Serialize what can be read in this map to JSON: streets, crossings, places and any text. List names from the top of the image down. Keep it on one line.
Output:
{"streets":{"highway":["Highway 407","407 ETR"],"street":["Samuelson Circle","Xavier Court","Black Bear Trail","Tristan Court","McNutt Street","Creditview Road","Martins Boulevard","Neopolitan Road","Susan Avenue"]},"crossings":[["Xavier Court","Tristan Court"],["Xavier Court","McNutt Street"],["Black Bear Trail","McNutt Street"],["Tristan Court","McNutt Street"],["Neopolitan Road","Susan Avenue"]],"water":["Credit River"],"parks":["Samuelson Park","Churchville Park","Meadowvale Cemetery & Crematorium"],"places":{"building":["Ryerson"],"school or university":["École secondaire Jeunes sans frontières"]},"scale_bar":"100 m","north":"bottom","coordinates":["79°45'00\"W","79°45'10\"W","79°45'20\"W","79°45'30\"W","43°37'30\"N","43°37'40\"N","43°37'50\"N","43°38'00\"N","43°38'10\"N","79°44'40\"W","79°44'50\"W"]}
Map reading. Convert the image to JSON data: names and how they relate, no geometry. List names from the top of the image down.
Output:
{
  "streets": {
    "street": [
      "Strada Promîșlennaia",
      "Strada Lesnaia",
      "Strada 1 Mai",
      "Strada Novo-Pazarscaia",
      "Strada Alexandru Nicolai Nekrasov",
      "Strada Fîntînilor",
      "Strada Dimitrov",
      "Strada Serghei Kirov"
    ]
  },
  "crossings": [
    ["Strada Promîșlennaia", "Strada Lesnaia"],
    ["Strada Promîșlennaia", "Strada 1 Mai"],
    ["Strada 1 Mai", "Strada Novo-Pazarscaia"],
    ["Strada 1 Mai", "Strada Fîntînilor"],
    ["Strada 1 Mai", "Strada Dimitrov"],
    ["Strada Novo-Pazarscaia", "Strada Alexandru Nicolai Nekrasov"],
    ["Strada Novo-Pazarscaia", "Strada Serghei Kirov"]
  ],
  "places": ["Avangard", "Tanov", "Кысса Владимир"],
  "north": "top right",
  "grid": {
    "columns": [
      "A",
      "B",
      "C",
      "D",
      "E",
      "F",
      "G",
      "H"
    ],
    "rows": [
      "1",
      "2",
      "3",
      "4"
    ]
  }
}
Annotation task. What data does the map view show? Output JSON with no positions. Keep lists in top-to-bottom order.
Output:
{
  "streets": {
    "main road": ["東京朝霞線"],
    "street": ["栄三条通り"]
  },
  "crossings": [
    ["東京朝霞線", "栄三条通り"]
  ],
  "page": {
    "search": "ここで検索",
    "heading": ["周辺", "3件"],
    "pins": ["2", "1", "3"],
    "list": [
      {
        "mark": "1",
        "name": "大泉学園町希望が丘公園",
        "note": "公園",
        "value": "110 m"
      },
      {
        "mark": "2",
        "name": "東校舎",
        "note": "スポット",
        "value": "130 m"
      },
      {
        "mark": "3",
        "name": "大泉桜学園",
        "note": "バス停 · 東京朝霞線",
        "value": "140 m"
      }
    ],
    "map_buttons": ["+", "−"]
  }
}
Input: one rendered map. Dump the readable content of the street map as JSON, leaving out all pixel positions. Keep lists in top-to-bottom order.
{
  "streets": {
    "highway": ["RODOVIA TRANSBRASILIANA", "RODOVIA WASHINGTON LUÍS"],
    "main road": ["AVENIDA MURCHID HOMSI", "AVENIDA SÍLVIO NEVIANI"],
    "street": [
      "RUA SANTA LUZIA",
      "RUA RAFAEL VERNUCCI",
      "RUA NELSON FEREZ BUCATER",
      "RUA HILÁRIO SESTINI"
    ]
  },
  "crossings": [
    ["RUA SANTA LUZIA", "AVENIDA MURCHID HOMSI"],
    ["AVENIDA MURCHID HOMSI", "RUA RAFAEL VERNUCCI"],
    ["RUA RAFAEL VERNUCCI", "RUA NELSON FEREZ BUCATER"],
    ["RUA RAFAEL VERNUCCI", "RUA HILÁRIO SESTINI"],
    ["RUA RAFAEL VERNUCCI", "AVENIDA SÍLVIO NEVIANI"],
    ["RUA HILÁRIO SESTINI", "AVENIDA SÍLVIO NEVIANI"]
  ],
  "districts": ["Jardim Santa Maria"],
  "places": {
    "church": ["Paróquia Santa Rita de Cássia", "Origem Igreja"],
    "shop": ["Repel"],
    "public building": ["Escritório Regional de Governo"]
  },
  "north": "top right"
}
○ ○ ○
> [Required action] Starting at the line that contains "Input: one rendered", retype each remaining line of the records exactly; that line and the last line are both included.

> [Result of the exercise]
Input: one rendered map. Dump the readable content of the street map as JSON, leaving out all pixel positions. Keep lists in top-to-bottom order.
{
  "streets": {
    "highway": ["RODOVIA TRANSBRASILIANA", "RODOVIA WASHINGTON LUÍS"],
    "main road": ["AVENIDA MURCHID HOMSI", "AVENIDA SÍLVIO NEVIANI"],
    "street": [
      "RUA SANTA LUZIA",
      "RUA RAFAEL VERNUCCI",
      "RUA NELSON FEREZ BUCATER",
      "RUA HILÁRIO SESTINI"
    ]
  },
  "crossings": [
    ["RUA SANTA LUZIA", "AVENIDA MURCHID HOMSI"],
    ["AVENIDA MURCHID HOMSI", "RUA RAFAEL VERNUCCI"],
    ["RUA RAFAEL VERNUCCI", "RUA NELSON FEREZ BUCATER"],
    ["RUA RAFAEL VERNUCCI", "RUA HILÁRIO SESTINI"],
    ["RUA RAFAEL VERNUCCI", "AVENIDA SÍLVIO NEVIANI"],
    ["RUA HILÁRIO SESTINI", "AVENIDA SÍLVIO NEVIANI"]
  ],
  "districts": ["Jardim Santa Maria"],
  "places": {
    "church": ["Paróquia Santa Rita de Cássia", "Origem Igreja"],
    "shop": ["Repel"],
    "public building": ["Escritório Regional de Governo"]
  },
  "north": "top right"
}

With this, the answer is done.